What the task asks ->
Word for word, transcribe the data below from the line with "position:relative; width:780px; height:2558px;" to the line with "filter:drop-shadow(0 0 2px", keeping both of those lines.

Task data ->
------------
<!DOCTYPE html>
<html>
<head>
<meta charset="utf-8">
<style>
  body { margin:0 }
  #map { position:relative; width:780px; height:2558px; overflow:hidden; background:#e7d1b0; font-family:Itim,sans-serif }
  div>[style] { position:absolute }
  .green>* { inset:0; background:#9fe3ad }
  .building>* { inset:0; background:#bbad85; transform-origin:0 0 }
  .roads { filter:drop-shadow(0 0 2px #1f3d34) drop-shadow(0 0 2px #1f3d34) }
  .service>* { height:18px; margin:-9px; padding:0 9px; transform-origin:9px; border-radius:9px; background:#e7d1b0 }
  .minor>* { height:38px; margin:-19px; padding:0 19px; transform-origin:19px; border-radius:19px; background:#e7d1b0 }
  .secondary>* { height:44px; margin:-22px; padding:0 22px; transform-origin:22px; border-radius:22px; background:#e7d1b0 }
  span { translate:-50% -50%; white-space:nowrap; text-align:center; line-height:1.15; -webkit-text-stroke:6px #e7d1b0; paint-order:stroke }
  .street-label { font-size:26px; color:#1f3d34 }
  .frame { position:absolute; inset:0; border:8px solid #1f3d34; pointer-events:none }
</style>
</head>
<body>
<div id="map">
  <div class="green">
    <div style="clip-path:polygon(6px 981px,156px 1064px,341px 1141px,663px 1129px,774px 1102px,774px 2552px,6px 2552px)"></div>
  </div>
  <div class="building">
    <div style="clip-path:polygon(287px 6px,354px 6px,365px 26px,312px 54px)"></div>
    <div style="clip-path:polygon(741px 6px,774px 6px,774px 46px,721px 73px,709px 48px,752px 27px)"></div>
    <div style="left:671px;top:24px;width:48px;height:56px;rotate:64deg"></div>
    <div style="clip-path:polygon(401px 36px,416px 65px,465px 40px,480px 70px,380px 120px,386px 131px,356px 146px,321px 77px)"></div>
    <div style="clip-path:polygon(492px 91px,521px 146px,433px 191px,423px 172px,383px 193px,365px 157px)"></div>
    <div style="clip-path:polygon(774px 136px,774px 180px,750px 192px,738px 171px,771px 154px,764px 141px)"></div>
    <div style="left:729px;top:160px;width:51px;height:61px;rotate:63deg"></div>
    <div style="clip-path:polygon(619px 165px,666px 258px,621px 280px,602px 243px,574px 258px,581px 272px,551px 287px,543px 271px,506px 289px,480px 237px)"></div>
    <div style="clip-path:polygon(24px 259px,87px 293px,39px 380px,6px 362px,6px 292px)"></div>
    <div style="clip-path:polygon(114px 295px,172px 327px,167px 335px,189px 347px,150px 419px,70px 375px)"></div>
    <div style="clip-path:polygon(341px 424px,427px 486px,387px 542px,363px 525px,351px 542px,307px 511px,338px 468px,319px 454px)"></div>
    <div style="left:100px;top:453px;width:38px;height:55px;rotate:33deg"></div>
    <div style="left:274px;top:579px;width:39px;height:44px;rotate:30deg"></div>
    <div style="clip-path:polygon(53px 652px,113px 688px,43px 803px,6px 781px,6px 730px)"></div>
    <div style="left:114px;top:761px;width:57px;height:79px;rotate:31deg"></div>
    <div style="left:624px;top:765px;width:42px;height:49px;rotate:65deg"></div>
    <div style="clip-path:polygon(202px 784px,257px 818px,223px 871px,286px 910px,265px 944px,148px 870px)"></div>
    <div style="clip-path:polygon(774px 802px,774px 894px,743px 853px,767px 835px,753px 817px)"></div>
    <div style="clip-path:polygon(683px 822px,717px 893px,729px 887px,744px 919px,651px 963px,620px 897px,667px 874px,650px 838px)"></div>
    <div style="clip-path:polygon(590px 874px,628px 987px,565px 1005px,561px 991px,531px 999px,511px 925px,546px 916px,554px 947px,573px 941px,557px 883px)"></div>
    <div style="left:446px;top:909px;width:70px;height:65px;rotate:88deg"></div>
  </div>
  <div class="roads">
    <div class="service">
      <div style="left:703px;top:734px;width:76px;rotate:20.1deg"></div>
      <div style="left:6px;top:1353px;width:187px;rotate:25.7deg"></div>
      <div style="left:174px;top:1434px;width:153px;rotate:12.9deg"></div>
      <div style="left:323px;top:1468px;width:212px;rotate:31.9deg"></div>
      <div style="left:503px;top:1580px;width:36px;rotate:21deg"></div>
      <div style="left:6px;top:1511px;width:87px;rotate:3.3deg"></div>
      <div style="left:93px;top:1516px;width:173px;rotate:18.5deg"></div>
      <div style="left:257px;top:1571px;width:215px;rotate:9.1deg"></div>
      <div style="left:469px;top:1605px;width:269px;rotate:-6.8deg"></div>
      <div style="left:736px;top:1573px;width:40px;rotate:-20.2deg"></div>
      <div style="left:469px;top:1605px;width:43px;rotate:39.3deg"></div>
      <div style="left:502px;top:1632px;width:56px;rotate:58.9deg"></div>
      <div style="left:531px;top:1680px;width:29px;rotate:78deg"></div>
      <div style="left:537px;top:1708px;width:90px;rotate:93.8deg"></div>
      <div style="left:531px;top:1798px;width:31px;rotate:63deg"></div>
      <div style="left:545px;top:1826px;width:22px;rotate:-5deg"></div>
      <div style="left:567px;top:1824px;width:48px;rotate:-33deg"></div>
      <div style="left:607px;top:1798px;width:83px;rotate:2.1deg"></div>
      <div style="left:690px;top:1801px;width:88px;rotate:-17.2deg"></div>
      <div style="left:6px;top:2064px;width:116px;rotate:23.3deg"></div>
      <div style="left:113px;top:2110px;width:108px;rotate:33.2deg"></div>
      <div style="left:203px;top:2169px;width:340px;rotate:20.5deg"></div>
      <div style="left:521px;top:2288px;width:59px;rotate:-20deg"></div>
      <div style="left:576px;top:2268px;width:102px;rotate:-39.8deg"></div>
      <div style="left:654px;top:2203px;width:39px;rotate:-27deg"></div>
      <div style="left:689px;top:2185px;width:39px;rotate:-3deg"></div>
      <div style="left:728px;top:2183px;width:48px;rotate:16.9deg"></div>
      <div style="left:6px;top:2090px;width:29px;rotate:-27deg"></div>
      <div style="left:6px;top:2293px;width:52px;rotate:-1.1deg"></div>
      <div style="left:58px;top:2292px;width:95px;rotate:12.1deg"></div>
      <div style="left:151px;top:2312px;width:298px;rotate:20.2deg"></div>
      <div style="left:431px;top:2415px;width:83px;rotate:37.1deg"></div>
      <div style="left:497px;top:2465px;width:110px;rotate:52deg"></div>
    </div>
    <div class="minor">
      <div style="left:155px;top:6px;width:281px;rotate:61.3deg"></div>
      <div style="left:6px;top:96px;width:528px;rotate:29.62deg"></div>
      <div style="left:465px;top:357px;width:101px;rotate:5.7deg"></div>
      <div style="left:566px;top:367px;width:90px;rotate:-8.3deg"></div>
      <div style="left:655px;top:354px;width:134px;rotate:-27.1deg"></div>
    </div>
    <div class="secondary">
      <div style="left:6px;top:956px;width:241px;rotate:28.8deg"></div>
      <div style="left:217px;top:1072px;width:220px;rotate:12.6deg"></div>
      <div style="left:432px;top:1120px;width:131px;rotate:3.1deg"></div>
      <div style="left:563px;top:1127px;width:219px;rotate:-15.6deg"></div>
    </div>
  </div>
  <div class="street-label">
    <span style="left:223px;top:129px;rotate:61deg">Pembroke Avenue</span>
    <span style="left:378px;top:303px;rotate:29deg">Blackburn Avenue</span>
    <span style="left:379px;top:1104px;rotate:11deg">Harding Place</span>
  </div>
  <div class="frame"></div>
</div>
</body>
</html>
------------
Task solution ->
  #map { position:relative; width:780px; height:2558px; overflow:hidden; background:#e7d1b0; font-family:Itim,sans-serif }
  div>[style] { position:absolute }
  .green>* { inset:0; background:#9fe3ad }
  .building>* { inset:0; background:#bbad85; transform-origin:0 0 }
  .roads { filter:drop-shadow(0 0 2px #1f3d34) drop-shadow(0 0 2px #1f3d34) }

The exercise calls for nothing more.